EDUARDO CESARBiodiesel: 23 usinas produzem 964 milhões de litrosEDUARDO CESAR

O manejo da cana-de-açúcar também é um problema, destaca Reynaldo Victória, do Centro de Energia Nuclear na Agricultura, da Escola Superior de Agricultura Luiz de Queiroz (Esalq), da Universidade de São Paulo (USP). A colheita da cana é feita depois da planta queimada. Se fosse cortada crua, sem queimar, os resíduos da planta seriam incorporados ao solo, transformando-se em matéria-prima orgânica. Nesse caso, o balanço de seqüestro de CO2 ao longo do processo de transformação da cana em álcool tem resultado ainda mais positivo. “Testes feitos em usinas já demonstraram resultados superiores em 40 toneladas por hectare num prazo médio de dez anos”, diz Victória. O desafio, nesse caso, é desenvolver tecnologia para a colheita da cana crua: as máquinas colheitadeiras operam apenas em terrenos com até 12º de inclinação e o corte manual seria impossível sem que os trabalhadores usassem equipamentos especiais. “Isso encareceria o custo da colheita”, observa Victória.

Outro problema da queimada — prática também utilizada no Brasil para limpeza do solo — é que ela produz gases precursores de ozônio que, em contato com a luz, acumulam esse gás de efeito estufa na troposfera, acrescenta Silva Dias.

Seqüestro de carbono
Uma das recomendações do IPCC para a redução do aquecimento global é a adoção do plantio direto nas lavouras, que, por eliminar o uso de arado, não revolve o solo, mantendo acumulado nele a palha e, conseqüentemente, o carbono imobilizado no tecido vegetal. “Essa é uma técnica utilizada em latitudes altas, que a agricultura brasileira adaptou”, observa Silva Dias.

O Brasil tem 24 milhões de hectares cultivados na forma de plantio direto que representam 30% da área total de lavouras no país. É a segunda maior área cultivada sob esta tecnologia, perdendo apenas para os Estados Unidos, com 26 milhões de hectares. “O plantio direto foi adotado para reduzir a erosão do solo”, explica Carlos Eduardo Pellegrino Cerri, do Departamento de Solos da Esalq.

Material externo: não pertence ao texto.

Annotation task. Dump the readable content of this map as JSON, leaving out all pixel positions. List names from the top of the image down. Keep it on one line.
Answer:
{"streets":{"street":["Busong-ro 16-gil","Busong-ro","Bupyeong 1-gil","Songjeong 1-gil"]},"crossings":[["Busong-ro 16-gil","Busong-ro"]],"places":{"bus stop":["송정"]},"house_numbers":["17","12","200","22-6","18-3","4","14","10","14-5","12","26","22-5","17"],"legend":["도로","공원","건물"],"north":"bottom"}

Sabe-se agora que ele tem a qualidade de “seqüestrar” o carbono no solo. Estudos têm mostrado que 0,5 tonelada de CO2 por hectare é anualmente incorporada ao solo por meio da prática de plantio direto. “Se multiplicarmos pela área plantada, de 24 milhões de hectares, o resultado somaria 12 milhões de toneladas de carbono por ano”, calcula Cerri.

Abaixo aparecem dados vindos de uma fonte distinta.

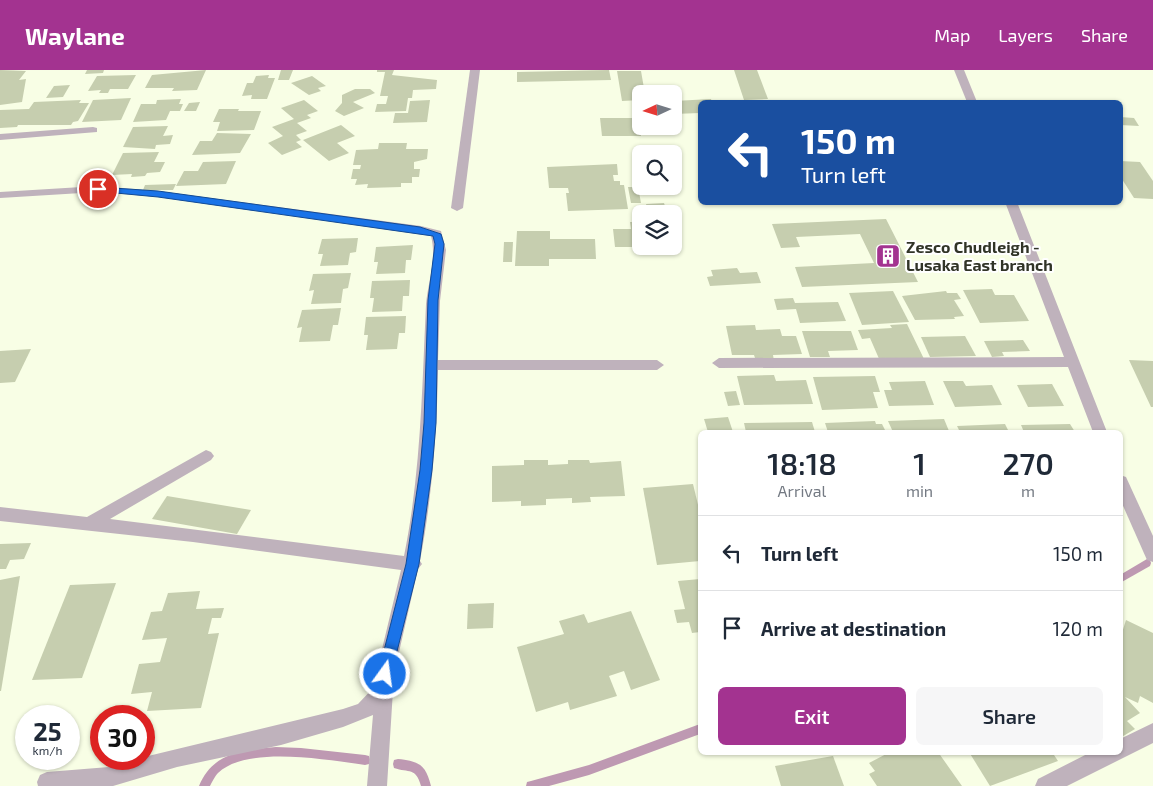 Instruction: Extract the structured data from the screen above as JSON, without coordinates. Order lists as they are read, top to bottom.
{
  "places": {
    "building": ["Zesco Chudleigh - Lusaka East branch"]
  },
  "north": "left",
  "page": {
    "header": "Waylane",
    "nav": ["Map", "Layers", "Share"],
    "turn": ["150 m", "Turn left"],
    "eta": [
      "18:18",
      "Arrival",
      "1",
      "min",
      "270",
      "m"
    ],
    "list": [
      {
        "name": "Turn left",
        "value": "150 m"
      },
      {
        "name": "Arrive at destination",
        "value": "120 m"
      }
    ],
    "buttons": ["Exit", "Share"],
    "speed": "25 km/h",
    "limit": "30"
  }
}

Essa prática, num país de dimensões tropicais, resultaria no armazenamento monumental desse gás de efeito estufa. O grande desafio a ser desvendado pela ciência é reduzir o armazenamento no solo também de óxido nitroso (N2O), um dos gases de efeito estufa com enorme potencial de aquecimento global, presente nos resíduos de fertilizantes nitrogenados, que também é incorporado ao solo. As pesquisas têm revelado que esse efeito negativo pode ser atenuado com o fracionamento das aplicações de fertilizantes.

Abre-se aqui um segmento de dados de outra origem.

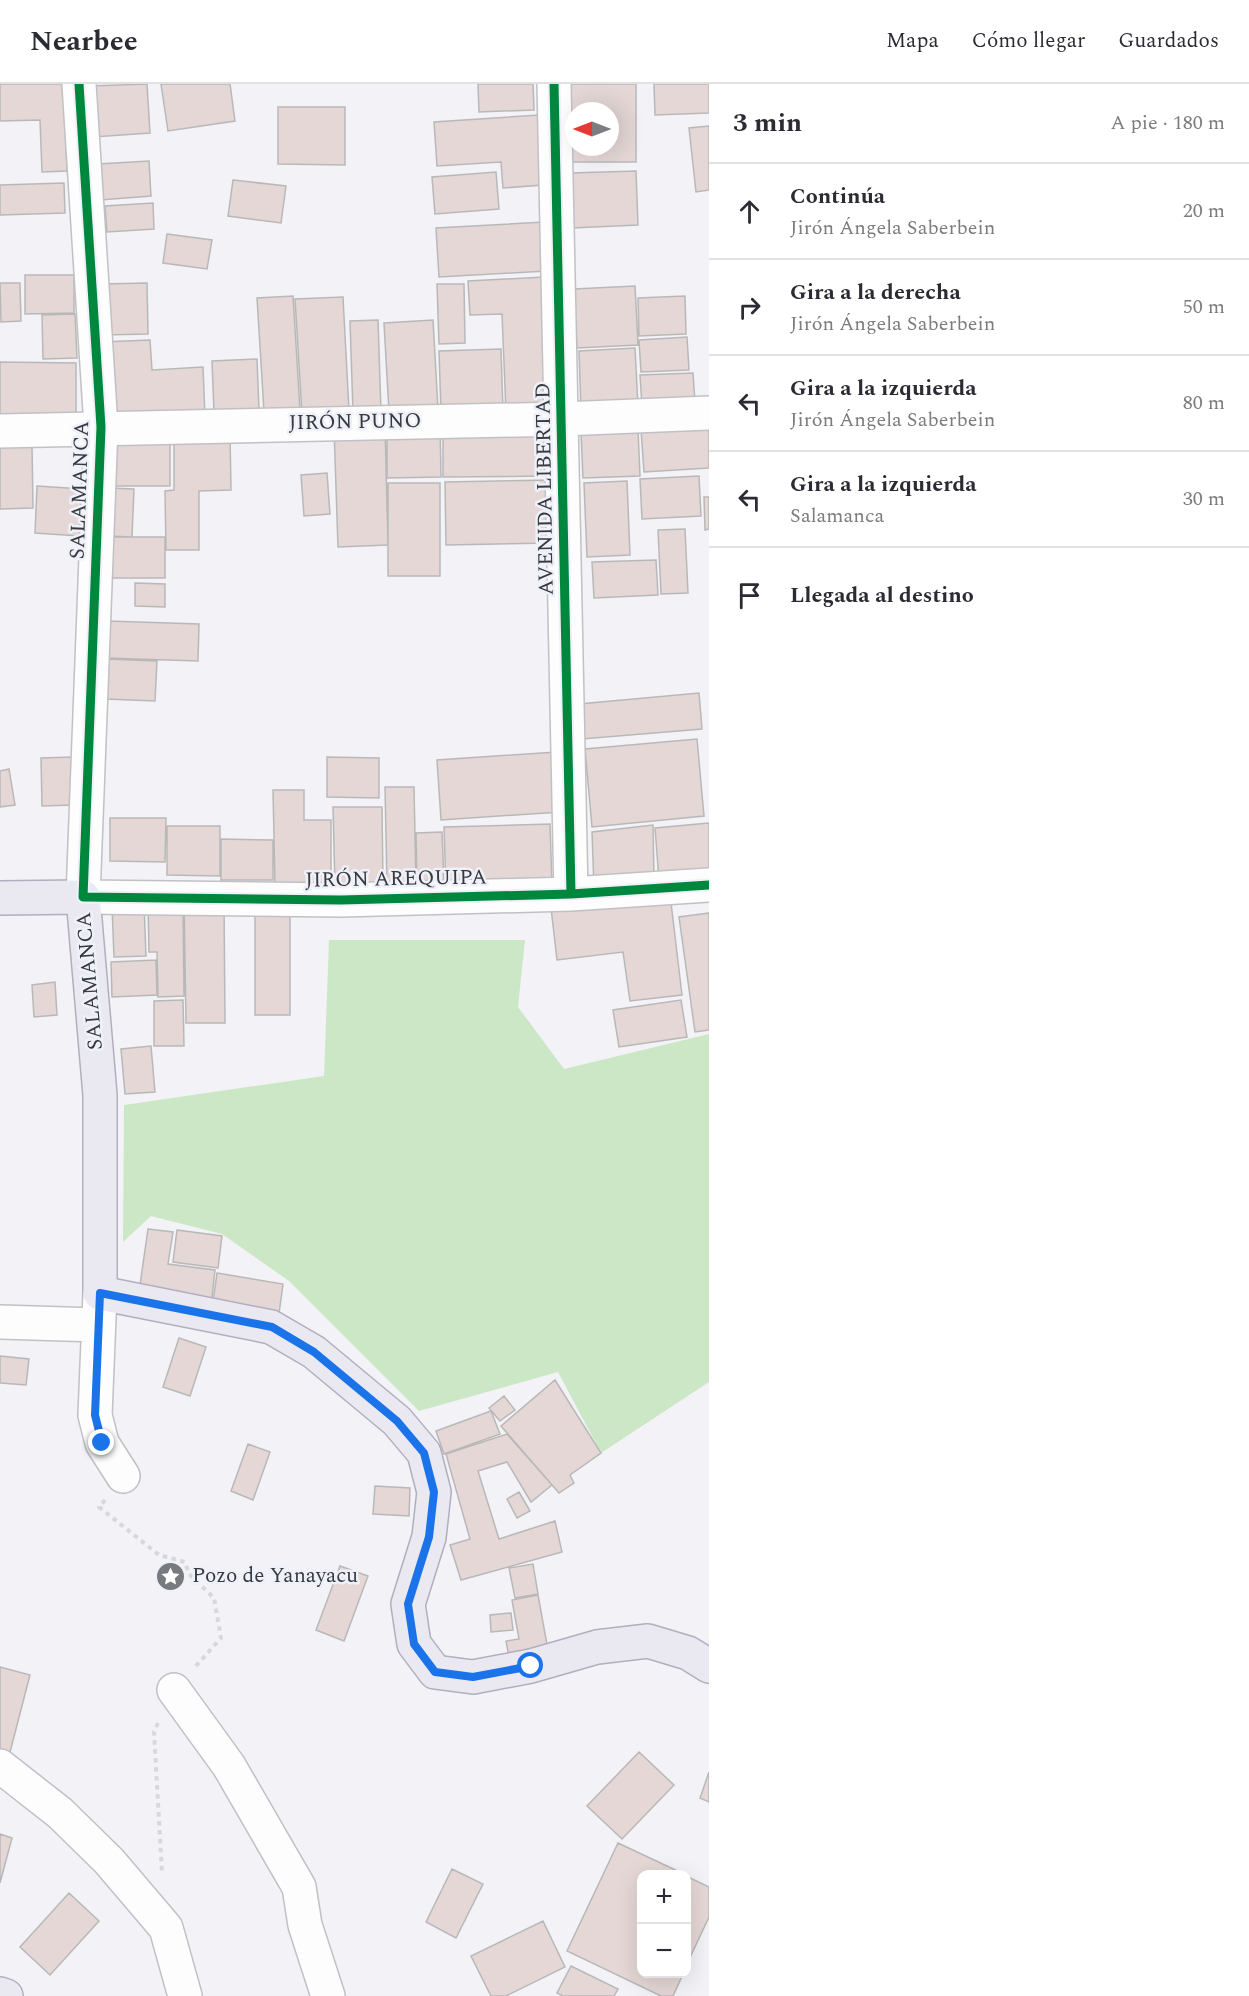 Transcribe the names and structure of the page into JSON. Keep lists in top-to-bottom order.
{
  "streets": {
    "main road": ["SALAMANCA"],
    "street": ["JIRÓN PUNO", "AVENIDA LIBERTAD", "JIRÓN AREQUIPA"]
  },
  "crossings": [
    ["JIRÓN PUNO", "AVENIDA LIBERTAD"],
    ["JIRÓN PUNO", "SALAMANCA"],
    ["AVENIDA LIBERTAD", "JIRÓN AREQUIPA"],
    ["SALAMANCA", "JIRÓN AREQUIPA"]
  ],
  "places": {
    "place": ["Pozo de Yanayacu"]
  },
  "north": "left",
  "page": {
    "header": "Nearbee",
    "nav": ["Mapa", "Cómo llegar", "Guardados"],
    "heading": ["3 min", "A pie · 180 m"],
    "list": [
      ["Continúa", "Jirón Ángela Saberbein", "20 m"],
      ["Gira a la derecha", "Jirón Ángela Saberbein", "50 m"],
      ["Gira a la izquierda", "Jirón Ángela Saberbein", "80 m"],
      ["Gira a la izquierda", "Salamanca", "30 m"],
      "Llegada al destino"
    ],
    "map_buttons": ["+", "−"]
  }
}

“O carbono seqüestrado no solo poderia transformar-se numa fonte de receita para o produtor se comercializado no âmbito do mecanismo de desenvolvimento limpo (MDL)”, sugere Cerri. O MDL é um instrumento criado no âmbito do Protocolo de Kyoto que permite que os países desenvolvidos — que têm metas de redução de emissões a cumprir até 2012 — adquiram créditos de carbono gerados em projetos de redução de emissões de gases de efeito estufa implementados nos países em desenvolvimento. Em todo o mundo, mais de 50 países desenvolvem projetos de MDL. O Brasil ocupa hoje o terceiro lugar, com 210 projetos, atrás da China, com 299 projetos, e da Índia, com 557. O carbono seqüestrado no solo não está credenciado para esse mercado. “Isso dependerá de negociações de governos para ser validado a partir de 2012, no período conhecido como pós-Kyoto.”

Combustível de futuro
O Brasil também desenvolve pesquisa sobre o biodiesel desde 1975. Atualmente estão em funcionamento 23 usinas de processamento do biocombustível com capacidade de produção de 964 milhões de litros, destinados à mistura de 2% em todo o óleo diesel no país, que será obrigatória a partir de 2008.

Mas ainda há um longo caminho a percorrer no desenvolvimento dessa tecnologia, já que quase todo o biodiesel produzido no Brasil é feito a partir do metanol, que não é considerado propriamente renovável (ver Pesquisa FAPESP nº 134).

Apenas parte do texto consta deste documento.